**AIM OF THE EXERCISE**
Each record should appear again in the response exactly as it does in the original.

**DATA FOR PROCESSING**
++++++++++

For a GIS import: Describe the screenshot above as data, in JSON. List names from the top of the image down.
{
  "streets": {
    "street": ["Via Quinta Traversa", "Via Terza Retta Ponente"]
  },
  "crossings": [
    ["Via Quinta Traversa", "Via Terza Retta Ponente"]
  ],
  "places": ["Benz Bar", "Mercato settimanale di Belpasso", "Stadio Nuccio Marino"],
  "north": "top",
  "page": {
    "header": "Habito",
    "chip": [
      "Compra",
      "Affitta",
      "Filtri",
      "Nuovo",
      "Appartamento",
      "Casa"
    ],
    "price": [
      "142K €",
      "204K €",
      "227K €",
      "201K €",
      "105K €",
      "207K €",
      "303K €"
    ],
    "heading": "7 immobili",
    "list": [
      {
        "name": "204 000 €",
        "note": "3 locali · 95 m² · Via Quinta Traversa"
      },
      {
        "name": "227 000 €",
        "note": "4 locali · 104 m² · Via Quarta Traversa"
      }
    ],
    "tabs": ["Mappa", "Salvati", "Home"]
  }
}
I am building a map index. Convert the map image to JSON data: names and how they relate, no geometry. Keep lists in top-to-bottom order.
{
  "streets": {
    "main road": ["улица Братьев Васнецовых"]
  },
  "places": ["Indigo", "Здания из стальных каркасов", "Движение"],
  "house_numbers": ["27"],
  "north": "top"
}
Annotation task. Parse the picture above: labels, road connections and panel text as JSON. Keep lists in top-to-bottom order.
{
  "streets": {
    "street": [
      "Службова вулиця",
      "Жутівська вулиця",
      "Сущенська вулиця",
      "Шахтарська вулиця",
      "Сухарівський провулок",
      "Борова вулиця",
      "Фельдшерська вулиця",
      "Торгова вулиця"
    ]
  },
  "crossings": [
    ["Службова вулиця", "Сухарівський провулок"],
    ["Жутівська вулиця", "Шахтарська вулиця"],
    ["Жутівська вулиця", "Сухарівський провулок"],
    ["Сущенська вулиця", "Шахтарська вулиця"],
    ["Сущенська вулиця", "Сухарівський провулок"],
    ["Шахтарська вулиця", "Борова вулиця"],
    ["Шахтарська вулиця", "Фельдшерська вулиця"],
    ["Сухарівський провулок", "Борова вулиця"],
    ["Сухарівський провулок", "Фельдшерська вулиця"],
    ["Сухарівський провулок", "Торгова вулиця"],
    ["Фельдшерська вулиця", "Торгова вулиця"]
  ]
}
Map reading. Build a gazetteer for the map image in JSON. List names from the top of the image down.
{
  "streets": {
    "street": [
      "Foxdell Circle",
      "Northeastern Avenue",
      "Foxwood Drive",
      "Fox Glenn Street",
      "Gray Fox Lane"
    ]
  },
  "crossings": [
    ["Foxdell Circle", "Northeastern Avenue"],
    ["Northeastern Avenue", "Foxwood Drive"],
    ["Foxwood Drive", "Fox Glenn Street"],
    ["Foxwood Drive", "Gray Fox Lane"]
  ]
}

++++++++++

**SOLVED EXERCISE**
For a GIS import: Describe the screenshot above as data, in JSON. List names from the top of the image down.
{
  "streets": {
    "street": ["Via Quinta Traversa", "Via Terza Retta Ponente"]
  },
  "crossings": [
    ["Via Quinta Traversa", "Via Terza Retta Ponente"]
  ],
  "places": ["Benz Bar", "Mercato settimanale di Belpasso", "Stadio Nuccio Marino"],
  "north": "top",
  "page": {
    "header": "Habito",
    "chip": [
      "Compra",
      "Affitta",
      "Filtri",
      "Nuovo",
      "Appartamento",
      "Casa"
    ],
    "price": [
      "142K €",
      "204K €",
      "227K €",
      "201K €",
      "105K €",
      "207K €",
      "303K €"
    ],
    "heading": "7 immobili",
    "list": [
      {
        "name": "204 000 €",
        "note": "3 locali · 95 m² · Via Quinta Traversa"
      },
      {
        "name": "227 000 €",
        "note": "4 locali · 104 m² · Via Quarta Traversa"
      }
    ],
    "tabs": ["Mappa", "Salvati", "Home"]
  }
}
I am building a map index. Convert the map image to JSON data: names and how they relate, no geometry. Keep lists in top-to-bottom order.
{
  "streets": {
    "main road": ["улица Братьев Васнецовых"]
  },
  "places": ["Indigo", "Здания из стальных каркасов", "Движение"],
  "house_numbers": ["27"],
  "north": "top"
}
Annotation task. Parse the picture above: labels, road connections and panel text as JSON. Keep lists in top-to-bottom order.
{
  "streets": {
    "street": [
      "Службова вулиця",
      "Жутівська вулиця",
      "Сущенська вулиця",
      "Шахтарська вулиця",
      "Сухарівський провулок",
      "Борова вулиця",
      "Фельдшерська вулиця",
      "Торгова вулиця"
    ]
  },
  "crossings": [
    ["Службова вулиця", "Сухарівський провулок"],
    ["Жутівська вулиця", "Шахтарська вулиця"],
    ["Жутівська вулиця", "Сухарівський провулок"],
    ["Сущенська вулиця", "Шахтарська вулиця"],
    ["Сущенська вулиця", "Сухарівський провулок"],
    ["Шахтарська вулиця", "Борова вулиця"],
    ["Шахтарська вулиця", "Фельдшерська вулиця"],
    ["Сухарівський провулок", "Борова вулиця"],
    ["Сухарівський провулок", "Фельдшерська вулиця"],
    ["Сухарівський провулок", "Торгова вулиця"],
    ["Фельдшерська вулиця", "Торгова вулиця"]
  ]
}
Map reading. Build a gazetteer for the map image in JSON. List names from the top of the image down.
{
  "streets": {
    "street": [
      "Foxdell Circle",
      "Northeastern Avenue",
      "Foxwood Drive",
      "Fox Glenn Street",
      "Gray Fox Lane"
    ]
  },
  "crossings": [
    ["Foxdell Circle", "Northeastern Avenue"],
    ["Northeastern Avenue", "Foxwood Drive"],
    ["Foxwood Drive", "Fox Glenn Street"],
    ["Foxwood Drive", "Gray Fox Lane"]
  ]
}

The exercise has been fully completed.